[Analytic Block] Daily, Weekly, Monthly Active Users

About This Block

Active Users is a common metric to measure how customers are engaging with your product over different timeframes. In this pattern, we use a rolling timeframe to calculate a daily count of how many users made an interaction with the product in the prior 30 days, 7 days, and on the same day. This block will allow you to answer questions like:

  • How is my active customer base growing over time?
  • What are the characteristics of my active users?
  • How do changes to my product affect my active customer base?

Ideal Data Types

This block is a great way to analyze event data, which can come from Google Analytics, Segment, Snowplow or a custom event tracking system (like a table that has a row for every user event).

Expected Output

This block helps us see our customers as monthly, weekly, and daily active users (i.e. for each date, the users who have made a purchase in the last 30 days, in the last 7 days, or on that day).

Please note that this is a static data set so we set the filters for specific timeframe.

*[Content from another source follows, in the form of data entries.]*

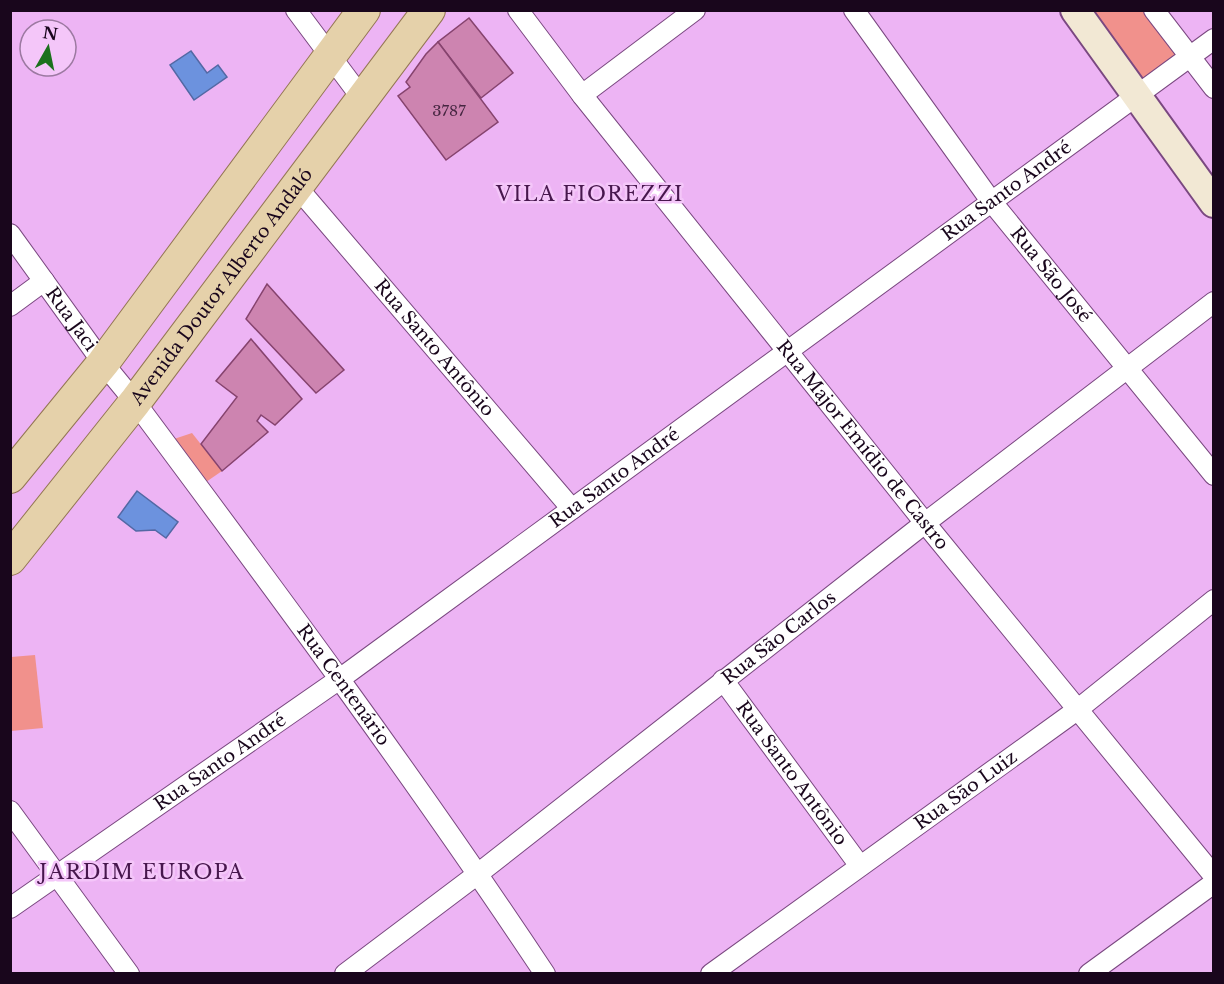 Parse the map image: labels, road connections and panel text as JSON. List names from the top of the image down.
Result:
{
  "streets": {
    "main road": ["Avenida Doutor Alberto Andaló"],
    "street": [
      "Rua Santo André",
      "Rua São José",
      "Rua Jaci",
      "Rua Santo Antônio",
      "Rua Major Emídio de Castro",
      "Rua São Carlos",
      "Rua Centenário",
      "Rua São Luiz"
    ]
  },
  "crossings": [
    ["Rua Santo André", "Rua São José"],
    ["Rua Santo André", "Rua Santo Antônio"],
    ["Rua Santo André", "Rua Major Emídio de Castro"],
    ["Rua Santo André", "Rua Centenário"],
    ["Rua São José", "Rua São Carlos"],
    ["Avenida Doutor Alberto Andaló", "Rua Jaci"],
    ["Avenida Doutor Alberto Andaló", "Rua Santo Antônio"],
    ["Avenida Doutor Alberto Andaló", "Rua Centenário"],
    ["Rua Jaci", "Rua Centenário"],
    ["Rua Santo Antônio", "Rua São Carlos"],
    ["Rua Santo Antônio", "Rua São Luiz"],
    ["Rua Major Emídio de Castro", "Rua São Carlos"],
    ["Rua Major Emídio de Castro", "Rua São Luiz"],
    ["Rua São Carlos", "Rua Centenário"]
  ],
  "districts": ["VILA FIOREZZI", "JARDIM EUROPA"],
  "house_numbers": ["3787"],
  "north": "top"
} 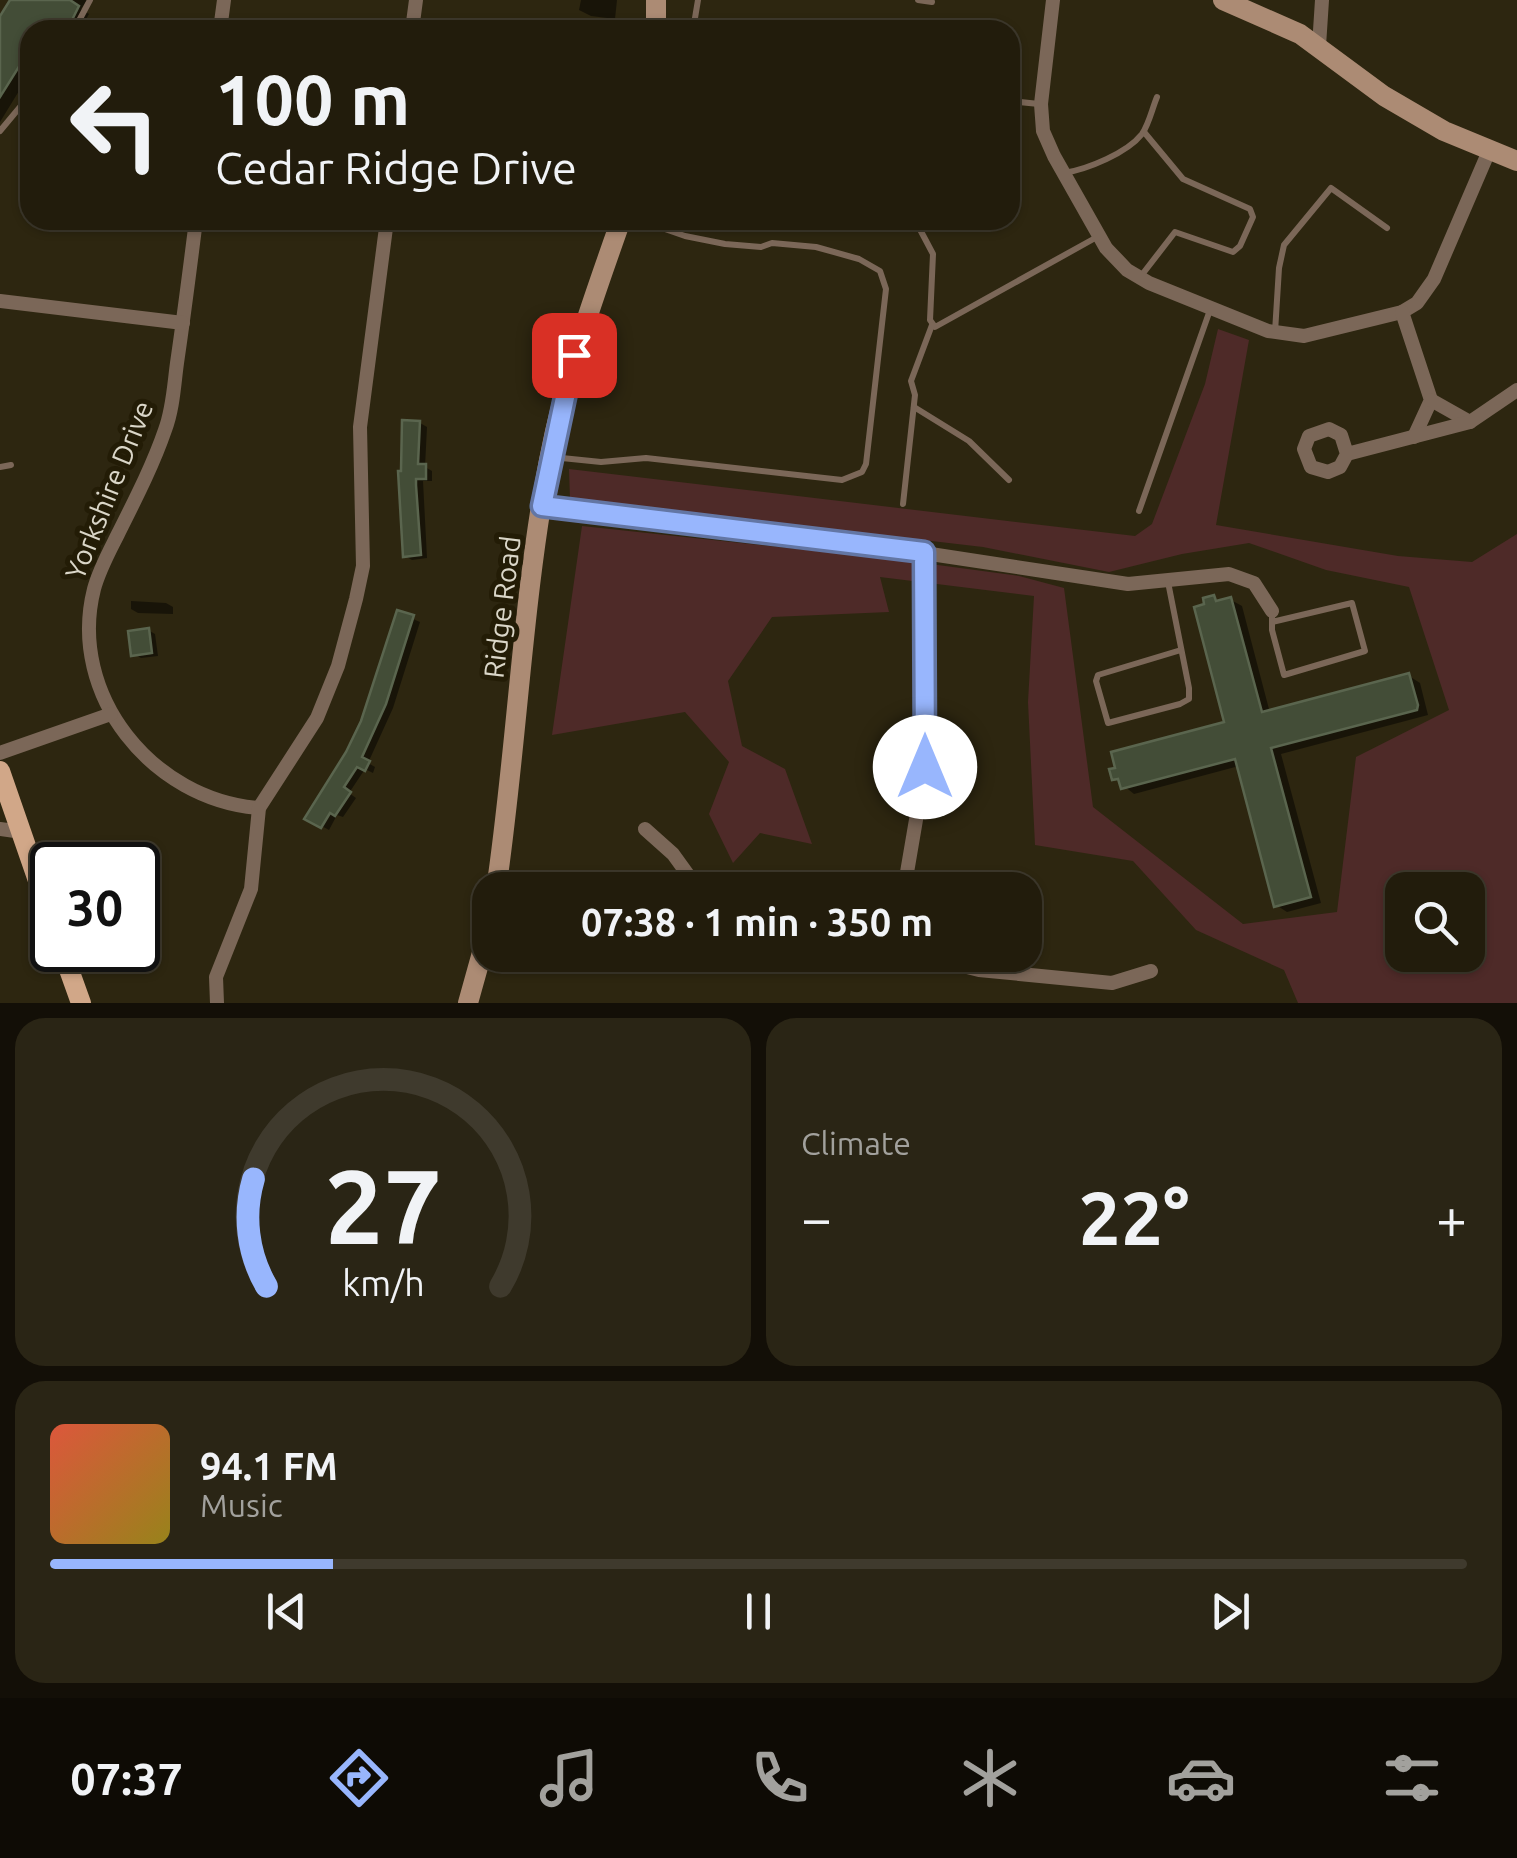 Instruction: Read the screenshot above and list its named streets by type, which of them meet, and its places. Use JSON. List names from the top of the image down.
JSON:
{
  "streets": {
    "main road": ["Ridge Road"],
    "street": ["Yorkshire Drive"]
  },
  "page": {
    "turn": ["100 m", "Cedar Ridge Drive"],
    "limit": "30",
    "trip": "07:38 · 1 min · 350 m",
    "tile": "Climate",
    "heat": ["−", "22°", "+"],
    "song": ["94.1 FM", "Music"],
    "tabs": "07:37",
    "gauge": ["27", "km/h"]
  }
} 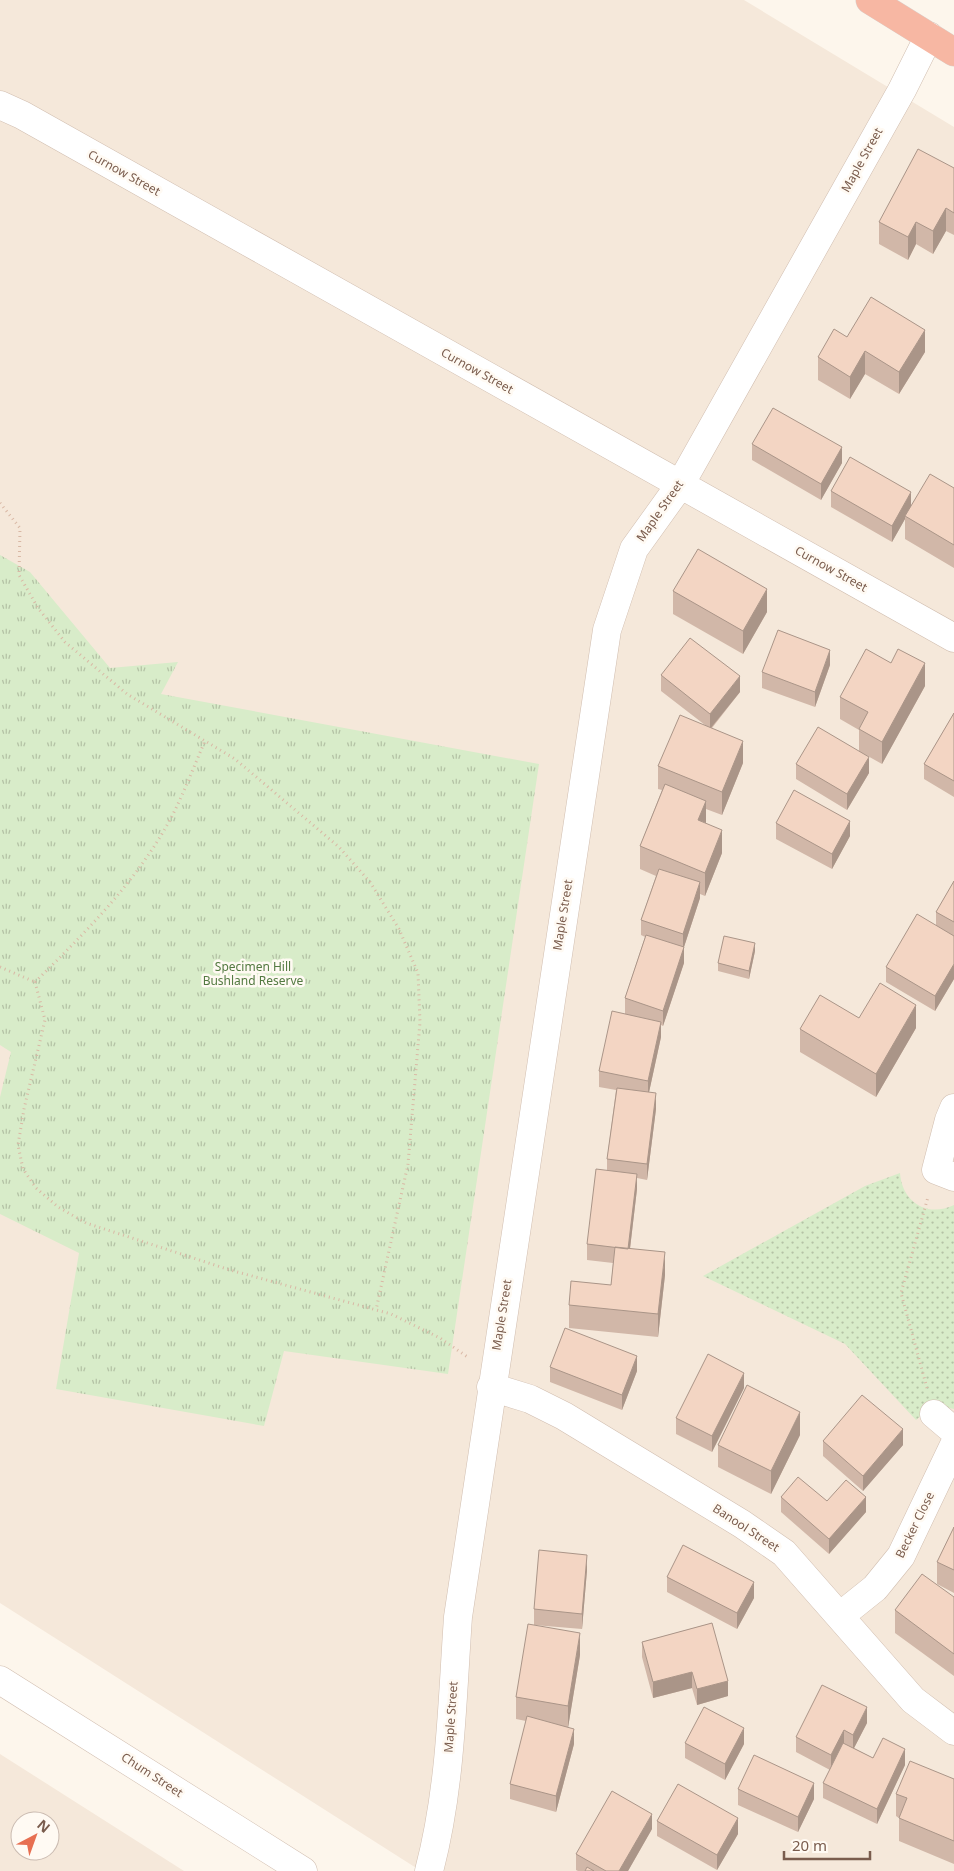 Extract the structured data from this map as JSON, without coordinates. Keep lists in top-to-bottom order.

Explore Data in Full Screen

By joining these data with the user data, we can explore active users by any category for which we have data. For example, here are the weekly active users over the past 90 days cohorted by their signup month:

Explore Data in Full Screen

Try it Yourself

###How It’s Done:
This pattern requires building a date table. The construction of this table can vary based on the SQL dialect being used. In the example below we use Redshift. We have discourse articles for how to create this type of table in MySQL and PostgreSQL as well.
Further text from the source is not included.